◆ Instructions for the task
In the copy, include all of the listing exactly and none of its pictures.

◆ Material for this task
# # # # # # #
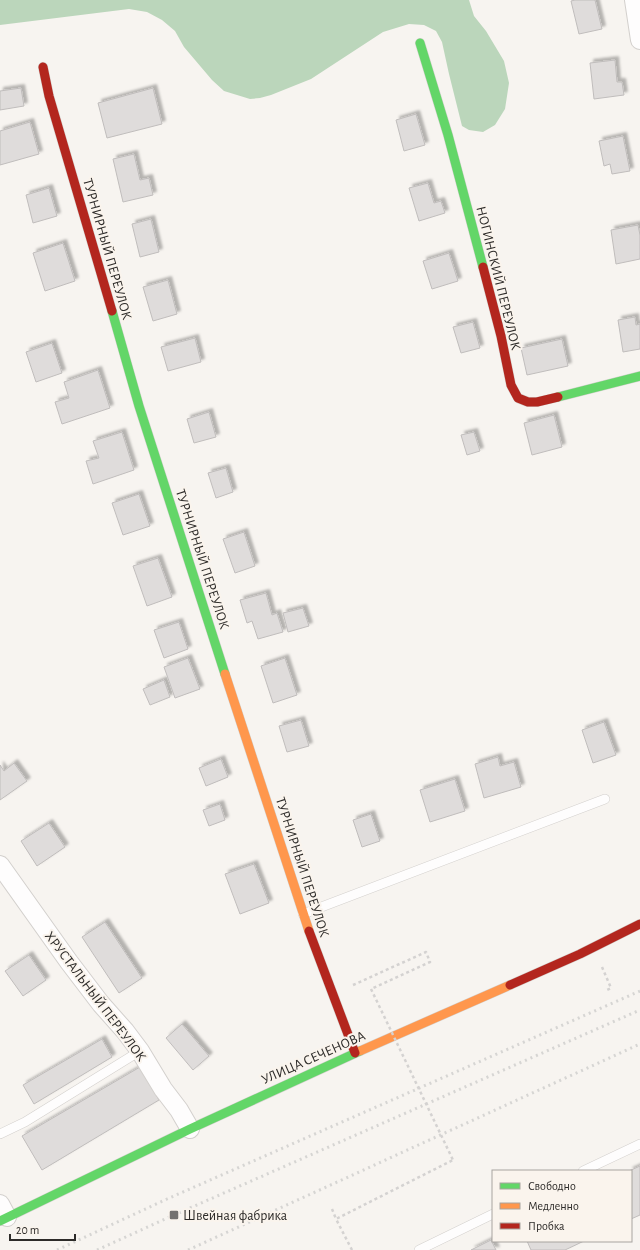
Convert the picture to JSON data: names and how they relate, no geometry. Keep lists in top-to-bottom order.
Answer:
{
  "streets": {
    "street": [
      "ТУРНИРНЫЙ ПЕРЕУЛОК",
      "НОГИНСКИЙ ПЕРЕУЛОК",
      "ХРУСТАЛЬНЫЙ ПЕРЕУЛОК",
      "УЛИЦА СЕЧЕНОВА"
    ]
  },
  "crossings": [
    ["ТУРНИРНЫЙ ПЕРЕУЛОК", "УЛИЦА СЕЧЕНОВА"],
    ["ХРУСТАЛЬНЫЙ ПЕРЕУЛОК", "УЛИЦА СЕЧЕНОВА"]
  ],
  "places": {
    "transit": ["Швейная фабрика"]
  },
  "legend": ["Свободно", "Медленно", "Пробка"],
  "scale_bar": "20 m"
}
# # # # # # #
◆ Output
Convert the picture to JSON data: names and how they relate, no geometry. Keep lists in top-to-bottom order.
Answer:
{
  "streets": {
    "street": [
      "ТУРНИРНЫЙ ПЕРЕУЛОК",
      "НОГИНСКИЙ ПЕРЕУЛОК",
      "ХРУСТАЛЬНЫЙ ПЕРЕУЛОК",
      "УЛИЦА СЕЧЕНОВА"
    ]
  },
  "crossings": [
    ["ТУРНИРНЫЙ ПЕРЕУЛОК", "УЛИЦА СЕЧЕНОВА"],
    ["ХРУСТАЛЬНЫЙ ПЕРЕУЛОК", "УЛИЦА СЕЧЕНОВА"]
  ],
  "places": {
    "transit": ["Швейная фабрика"]
  },
  "legend": ["Свободно", "Медленно", "Пробка"],
  "scale_bar": "20 m"
}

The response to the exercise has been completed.